* _Exercise_: Would you please return the lines of the entries below starting at the line that has "M 1789,512 L 1789,590 L 1762,602 L 1731,533 Z" and ending at the line that has "L 1276,184 Z", both included, exactly as they are?

* _Data provided_:

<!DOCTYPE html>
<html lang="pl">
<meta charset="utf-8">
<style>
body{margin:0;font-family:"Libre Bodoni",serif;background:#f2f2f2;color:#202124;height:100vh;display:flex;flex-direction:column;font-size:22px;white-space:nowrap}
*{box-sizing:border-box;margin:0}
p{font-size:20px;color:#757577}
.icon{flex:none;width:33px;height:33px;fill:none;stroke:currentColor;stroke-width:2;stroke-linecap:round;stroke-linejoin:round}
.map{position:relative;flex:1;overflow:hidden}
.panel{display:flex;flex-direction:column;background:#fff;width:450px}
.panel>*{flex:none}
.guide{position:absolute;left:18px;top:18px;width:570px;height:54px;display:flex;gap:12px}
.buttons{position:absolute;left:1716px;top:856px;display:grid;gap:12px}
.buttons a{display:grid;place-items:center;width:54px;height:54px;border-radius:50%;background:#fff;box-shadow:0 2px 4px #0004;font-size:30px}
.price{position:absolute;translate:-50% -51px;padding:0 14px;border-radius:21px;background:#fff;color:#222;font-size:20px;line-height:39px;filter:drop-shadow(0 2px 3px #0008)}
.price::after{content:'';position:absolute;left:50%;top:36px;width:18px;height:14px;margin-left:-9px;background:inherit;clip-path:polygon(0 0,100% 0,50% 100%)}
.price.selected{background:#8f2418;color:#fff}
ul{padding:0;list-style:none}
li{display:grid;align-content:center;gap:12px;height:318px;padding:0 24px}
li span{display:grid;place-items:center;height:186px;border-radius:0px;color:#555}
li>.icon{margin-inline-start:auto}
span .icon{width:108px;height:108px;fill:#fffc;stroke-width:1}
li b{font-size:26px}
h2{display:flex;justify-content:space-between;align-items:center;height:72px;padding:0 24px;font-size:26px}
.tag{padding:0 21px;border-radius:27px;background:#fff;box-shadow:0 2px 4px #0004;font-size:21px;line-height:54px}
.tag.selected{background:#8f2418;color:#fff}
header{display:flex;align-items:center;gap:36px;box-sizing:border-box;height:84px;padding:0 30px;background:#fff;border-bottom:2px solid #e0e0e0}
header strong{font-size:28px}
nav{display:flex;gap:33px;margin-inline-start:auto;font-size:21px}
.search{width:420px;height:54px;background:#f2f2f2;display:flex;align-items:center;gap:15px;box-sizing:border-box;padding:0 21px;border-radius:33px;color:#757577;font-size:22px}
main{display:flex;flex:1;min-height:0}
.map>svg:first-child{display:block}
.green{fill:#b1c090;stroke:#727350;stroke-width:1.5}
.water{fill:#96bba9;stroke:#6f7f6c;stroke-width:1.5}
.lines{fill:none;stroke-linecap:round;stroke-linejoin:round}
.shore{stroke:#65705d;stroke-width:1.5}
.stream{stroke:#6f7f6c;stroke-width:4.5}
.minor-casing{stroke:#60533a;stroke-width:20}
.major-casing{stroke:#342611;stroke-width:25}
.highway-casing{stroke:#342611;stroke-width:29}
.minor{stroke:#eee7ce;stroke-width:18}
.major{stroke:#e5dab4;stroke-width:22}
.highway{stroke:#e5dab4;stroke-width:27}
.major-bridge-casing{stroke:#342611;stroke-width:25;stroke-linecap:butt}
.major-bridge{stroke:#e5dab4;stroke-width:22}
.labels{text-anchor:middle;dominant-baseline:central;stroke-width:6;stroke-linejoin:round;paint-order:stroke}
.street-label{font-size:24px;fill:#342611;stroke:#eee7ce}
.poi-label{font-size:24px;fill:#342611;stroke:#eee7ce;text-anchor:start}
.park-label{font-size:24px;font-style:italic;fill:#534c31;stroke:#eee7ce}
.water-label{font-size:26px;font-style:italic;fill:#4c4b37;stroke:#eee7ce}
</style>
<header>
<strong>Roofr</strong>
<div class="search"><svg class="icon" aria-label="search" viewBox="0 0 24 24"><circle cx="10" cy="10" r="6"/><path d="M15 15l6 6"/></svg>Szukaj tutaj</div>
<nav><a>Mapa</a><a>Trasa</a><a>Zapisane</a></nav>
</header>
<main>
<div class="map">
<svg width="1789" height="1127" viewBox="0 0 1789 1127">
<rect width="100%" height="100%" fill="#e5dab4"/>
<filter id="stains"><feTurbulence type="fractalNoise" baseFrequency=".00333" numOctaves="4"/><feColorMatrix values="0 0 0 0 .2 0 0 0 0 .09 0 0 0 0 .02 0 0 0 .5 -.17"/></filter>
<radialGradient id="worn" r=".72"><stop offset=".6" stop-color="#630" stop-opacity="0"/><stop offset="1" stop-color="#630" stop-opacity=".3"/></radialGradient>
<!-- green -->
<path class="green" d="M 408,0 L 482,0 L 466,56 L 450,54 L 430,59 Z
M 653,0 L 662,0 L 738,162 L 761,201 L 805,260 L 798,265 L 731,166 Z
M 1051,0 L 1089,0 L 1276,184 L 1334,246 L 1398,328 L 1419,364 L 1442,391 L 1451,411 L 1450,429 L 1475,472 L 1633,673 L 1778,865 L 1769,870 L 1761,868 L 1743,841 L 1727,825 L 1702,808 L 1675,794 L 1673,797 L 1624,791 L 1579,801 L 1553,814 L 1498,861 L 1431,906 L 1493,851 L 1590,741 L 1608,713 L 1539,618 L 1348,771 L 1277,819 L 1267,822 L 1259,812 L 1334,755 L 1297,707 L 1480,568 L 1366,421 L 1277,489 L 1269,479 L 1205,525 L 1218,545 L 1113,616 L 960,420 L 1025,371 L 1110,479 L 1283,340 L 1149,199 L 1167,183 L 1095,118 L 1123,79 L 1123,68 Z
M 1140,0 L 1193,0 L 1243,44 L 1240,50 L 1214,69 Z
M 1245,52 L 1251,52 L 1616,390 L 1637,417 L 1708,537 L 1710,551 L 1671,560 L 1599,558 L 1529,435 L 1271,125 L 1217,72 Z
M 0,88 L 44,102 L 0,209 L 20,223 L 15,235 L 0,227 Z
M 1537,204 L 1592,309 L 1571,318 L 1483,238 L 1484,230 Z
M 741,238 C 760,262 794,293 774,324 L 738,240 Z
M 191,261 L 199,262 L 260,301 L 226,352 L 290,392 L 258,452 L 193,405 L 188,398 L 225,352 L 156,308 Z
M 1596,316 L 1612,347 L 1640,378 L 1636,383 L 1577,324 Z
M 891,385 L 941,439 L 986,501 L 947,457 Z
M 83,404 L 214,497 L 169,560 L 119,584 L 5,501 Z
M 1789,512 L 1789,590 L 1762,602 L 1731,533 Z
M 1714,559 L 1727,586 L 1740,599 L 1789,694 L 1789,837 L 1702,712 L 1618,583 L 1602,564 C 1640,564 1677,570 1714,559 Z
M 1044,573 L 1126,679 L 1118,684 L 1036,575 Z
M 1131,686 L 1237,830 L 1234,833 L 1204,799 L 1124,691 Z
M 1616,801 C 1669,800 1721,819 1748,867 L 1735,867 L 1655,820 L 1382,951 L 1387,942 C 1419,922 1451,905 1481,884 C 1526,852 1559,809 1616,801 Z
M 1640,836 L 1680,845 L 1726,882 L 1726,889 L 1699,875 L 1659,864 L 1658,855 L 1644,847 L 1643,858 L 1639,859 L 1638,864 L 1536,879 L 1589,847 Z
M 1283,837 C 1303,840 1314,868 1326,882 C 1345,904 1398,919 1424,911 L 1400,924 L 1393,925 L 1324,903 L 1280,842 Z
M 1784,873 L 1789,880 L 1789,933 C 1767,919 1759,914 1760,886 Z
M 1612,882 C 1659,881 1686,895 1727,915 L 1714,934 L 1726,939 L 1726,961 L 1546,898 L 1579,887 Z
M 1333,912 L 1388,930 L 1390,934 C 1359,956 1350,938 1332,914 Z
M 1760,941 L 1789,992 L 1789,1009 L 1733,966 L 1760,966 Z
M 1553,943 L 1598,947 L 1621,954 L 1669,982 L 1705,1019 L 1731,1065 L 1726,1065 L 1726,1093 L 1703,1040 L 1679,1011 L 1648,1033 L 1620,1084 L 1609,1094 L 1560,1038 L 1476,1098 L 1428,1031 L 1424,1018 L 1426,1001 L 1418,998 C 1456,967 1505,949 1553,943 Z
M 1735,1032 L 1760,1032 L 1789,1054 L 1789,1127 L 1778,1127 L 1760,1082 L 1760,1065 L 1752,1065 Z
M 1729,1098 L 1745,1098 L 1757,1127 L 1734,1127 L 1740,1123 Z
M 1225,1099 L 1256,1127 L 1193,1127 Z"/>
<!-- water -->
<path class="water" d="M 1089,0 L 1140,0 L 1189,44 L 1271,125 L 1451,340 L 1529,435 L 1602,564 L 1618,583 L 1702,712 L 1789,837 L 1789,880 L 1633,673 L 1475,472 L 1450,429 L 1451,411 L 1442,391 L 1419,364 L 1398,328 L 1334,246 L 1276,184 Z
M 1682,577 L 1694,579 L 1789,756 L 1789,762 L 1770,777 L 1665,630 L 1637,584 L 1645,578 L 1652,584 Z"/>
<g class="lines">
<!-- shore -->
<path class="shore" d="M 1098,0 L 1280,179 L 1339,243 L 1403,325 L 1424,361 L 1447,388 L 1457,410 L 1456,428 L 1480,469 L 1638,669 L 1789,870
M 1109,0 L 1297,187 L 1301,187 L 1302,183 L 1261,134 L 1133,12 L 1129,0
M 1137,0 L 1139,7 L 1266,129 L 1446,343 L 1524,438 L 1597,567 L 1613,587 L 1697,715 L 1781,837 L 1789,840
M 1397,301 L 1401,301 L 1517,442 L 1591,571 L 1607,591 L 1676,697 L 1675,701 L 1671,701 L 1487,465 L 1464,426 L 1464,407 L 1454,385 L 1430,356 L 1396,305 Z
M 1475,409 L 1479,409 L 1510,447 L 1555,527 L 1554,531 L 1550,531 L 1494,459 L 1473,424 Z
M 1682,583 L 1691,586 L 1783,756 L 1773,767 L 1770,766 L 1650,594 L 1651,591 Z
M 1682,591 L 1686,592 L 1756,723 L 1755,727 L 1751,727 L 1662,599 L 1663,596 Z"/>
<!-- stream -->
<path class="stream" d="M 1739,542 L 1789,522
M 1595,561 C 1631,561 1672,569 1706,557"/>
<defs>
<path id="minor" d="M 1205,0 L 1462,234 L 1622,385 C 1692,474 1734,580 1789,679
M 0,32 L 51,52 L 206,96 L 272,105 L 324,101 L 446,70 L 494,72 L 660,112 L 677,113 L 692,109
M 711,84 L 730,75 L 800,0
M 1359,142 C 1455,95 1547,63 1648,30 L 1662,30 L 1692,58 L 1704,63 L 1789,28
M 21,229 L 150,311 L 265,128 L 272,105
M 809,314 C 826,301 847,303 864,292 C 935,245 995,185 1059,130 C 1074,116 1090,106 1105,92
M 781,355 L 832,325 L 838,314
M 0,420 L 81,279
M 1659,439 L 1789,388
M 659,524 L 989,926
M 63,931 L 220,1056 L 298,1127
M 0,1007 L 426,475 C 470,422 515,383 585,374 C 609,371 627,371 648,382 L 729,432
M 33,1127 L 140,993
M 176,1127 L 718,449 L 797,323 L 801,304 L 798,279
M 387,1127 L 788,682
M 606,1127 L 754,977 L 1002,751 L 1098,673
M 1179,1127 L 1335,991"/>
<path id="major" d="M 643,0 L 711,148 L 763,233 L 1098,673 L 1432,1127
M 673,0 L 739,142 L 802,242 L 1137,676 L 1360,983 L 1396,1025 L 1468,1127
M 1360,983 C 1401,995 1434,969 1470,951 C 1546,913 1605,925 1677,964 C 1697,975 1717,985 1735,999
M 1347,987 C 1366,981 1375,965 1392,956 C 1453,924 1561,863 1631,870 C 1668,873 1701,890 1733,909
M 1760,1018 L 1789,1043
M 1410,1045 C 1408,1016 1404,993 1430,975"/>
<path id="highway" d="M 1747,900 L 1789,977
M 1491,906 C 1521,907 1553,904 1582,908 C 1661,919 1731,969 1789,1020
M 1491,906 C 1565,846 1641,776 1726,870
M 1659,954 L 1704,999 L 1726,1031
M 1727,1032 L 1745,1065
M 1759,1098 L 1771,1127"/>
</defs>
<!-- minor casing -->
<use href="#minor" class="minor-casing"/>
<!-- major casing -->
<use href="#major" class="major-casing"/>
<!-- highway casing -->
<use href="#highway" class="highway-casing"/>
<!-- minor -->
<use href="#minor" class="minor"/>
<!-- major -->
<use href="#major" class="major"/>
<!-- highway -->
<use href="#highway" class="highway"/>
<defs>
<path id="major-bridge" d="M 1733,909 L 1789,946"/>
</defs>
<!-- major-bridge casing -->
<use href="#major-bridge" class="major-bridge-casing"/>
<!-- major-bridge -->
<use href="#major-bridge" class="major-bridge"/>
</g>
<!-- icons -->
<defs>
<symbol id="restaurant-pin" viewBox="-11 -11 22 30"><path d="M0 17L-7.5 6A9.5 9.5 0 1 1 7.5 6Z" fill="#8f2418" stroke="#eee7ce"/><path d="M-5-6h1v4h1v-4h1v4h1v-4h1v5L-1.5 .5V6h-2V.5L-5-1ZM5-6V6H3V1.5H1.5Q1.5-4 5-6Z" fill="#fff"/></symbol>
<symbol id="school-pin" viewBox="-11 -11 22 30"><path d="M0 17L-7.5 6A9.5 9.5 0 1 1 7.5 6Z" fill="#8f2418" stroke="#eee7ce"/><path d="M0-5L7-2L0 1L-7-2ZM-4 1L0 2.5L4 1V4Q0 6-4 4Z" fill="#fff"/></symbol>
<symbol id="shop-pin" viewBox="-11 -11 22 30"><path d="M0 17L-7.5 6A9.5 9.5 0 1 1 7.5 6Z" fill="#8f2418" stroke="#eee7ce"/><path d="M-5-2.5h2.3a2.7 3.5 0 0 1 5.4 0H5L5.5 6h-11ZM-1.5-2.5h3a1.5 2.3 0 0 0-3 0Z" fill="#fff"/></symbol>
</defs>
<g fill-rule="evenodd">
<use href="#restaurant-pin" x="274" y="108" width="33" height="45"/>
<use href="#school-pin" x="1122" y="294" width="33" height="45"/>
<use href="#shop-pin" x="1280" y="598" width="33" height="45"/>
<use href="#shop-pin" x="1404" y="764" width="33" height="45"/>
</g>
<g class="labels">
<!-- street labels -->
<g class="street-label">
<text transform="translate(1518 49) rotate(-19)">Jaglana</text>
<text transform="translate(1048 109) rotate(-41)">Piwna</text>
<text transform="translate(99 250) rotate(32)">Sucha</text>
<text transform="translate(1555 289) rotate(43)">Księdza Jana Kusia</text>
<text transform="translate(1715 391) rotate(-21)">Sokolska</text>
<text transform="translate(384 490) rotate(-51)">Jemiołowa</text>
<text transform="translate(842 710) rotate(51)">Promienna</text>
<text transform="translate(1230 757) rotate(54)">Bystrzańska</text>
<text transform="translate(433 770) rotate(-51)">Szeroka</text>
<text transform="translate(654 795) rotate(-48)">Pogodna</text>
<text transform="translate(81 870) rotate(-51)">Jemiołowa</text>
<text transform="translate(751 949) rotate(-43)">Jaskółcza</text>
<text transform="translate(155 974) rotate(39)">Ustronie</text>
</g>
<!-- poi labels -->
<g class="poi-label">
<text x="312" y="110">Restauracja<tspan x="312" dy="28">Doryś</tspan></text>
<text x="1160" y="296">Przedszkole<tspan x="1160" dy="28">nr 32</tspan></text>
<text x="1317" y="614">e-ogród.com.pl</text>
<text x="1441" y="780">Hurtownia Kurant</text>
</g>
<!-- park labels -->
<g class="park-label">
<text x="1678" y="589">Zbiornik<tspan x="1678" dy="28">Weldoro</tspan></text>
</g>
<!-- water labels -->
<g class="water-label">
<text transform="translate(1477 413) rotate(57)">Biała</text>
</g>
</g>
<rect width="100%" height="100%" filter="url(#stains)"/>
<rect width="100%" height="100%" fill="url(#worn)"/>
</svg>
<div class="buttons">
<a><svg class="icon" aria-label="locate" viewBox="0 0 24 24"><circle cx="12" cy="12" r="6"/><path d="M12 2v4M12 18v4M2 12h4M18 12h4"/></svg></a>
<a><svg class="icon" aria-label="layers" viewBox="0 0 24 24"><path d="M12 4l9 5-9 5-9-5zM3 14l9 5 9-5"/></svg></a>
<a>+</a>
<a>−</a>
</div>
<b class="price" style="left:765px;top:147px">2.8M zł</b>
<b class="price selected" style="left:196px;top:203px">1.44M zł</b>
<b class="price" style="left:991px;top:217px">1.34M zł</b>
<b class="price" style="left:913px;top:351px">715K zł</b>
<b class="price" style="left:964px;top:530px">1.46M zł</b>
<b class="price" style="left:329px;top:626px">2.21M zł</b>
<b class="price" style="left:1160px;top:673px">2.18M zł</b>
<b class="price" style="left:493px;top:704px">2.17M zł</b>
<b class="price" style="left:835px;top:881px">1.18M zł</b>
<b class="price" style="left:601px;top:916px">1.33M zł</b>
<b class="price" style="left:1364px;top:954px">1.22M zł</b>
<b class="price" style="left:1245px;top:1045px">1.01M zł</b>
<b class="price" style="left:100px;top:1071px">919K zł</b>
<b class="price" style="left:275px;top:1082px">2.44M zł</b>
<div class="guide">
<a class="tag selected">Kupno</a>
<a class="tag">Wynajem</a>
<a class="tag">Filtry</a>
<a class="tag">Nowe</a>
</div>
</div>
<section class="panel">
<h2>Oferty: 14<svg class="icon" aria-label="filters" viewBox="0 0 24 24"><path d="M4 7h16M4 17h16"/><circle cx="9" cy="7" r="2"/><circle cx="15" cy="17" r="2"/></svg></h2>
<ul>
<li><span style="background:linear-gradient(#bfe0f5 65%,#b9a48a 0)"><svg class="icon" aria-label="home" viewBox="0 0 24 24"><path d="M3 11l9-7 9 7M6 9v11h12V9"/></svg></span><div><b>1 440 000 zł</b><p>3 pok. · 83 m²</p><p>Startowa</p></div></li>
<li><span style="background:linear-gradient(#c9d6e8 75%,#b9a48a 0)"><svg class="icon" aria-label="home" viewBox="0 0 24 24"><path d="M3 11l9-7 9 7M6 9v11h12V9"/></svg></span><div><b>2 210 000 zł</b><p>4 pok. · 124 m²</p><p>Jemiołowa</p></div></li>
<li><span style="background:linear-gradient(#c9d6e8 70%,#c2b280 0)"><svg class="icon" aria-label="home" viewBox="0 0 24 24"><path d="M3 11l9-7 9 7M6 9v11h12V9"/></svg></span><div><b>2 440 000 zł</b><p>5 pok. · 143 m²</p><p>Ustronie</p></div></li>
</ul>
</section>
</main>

* _Solution to the exercise_:
M 1789,512 L 1789,590 L 1762,602 L 1731,533 Z
M 1714,559 L 1727,586 L 1740,599 L 1789,694 L 1789,837 L 1702,712 L 1618,583 L 1602,564 C 1640,564 1677,570 1714,559 Z
M 1044,573 L 1126,679 L 1118,684 L 1036,575 Z
M 1131,686 L 1237,830 L 1234,833 L 1204,799 L 1124,691 Z
M 1616,801 C 1669,800 1721,819 1748,867 L 1735,867 L 1655,820 L 1382,951 L 1387,942 C 1419,922 1451,905 1481,884 C 1526,852 1559,809 1616,801 Z
M 1640,836 L 1680,845 L 1726,882 L 1726,889 L 1699,875 L 1659,864 L 1658,855 L 1644,847 L 1643,858 L 1639,859 L 1638,864 L 1536,879 L 1589,847 Z
M 1283,837 C 1303,840 1314,868 1326,882 C 1345,904 1398,919 1424,911 L 1400,924 L 1393,925 L 1324,903 L 1280,842 Z
M 1784,873 L 1789,880 L 1789,933 C 1767,919 1759,914 1760,886 Z
M 1612,882 C 1659,881 1686,895 1727,915 L 1714,934 L 1726,939 L 1726,961 L 1546,898 L 1579,887 Z
M 1333,912 L 1388,930 L 1390,934 C 1359,956 1350,938 1332,914 Z
M 1760,941 L 1789,992 L 1789,1009 L 1733,966 L 1760,966 Z
M 1553,943 L 1598,947 L 1621,954 L 1669,982 L 1705,1019 L 1731,1065 L 1726,1065 L 1726,1093 L 1703,1040 L 1679,1011 L 1648,1033 L 1620,1084 L 1609,1094 L 1560,1038 L 1476,1098 L 1428,1031 L 1424,1018 L 1426,1001 L 1418,998 C 1456,967 1505,949 1553,943 Z
M 1735,1032 L 1760,1032 L 1789,1054 L 1789,1127 L 1778,1127 L 1760,1082 L 1760,1065 L 1752,1065 Z
M 1729,1098 L 1745,1098 L 1757,1127 L 1734,1127 L 1740,1123 Z
M 1225,1099 L 1256,1127 L 1193,1127 Z"/>
<!-- water -->
<path class="water" d="M 1089,0 L 1140,0 L 1189,44 L 1271,125 L 1451,340 L 1529,435 L 1602,564 L 1618,583 L 1702,712 L 1789,837 L 1789,880 L 1633,673 L 1475,472 L 1450,429 L 1451,411 L 1442,391 L 1419,364 L 1398,328 L 1334,246 L 1276,184 Z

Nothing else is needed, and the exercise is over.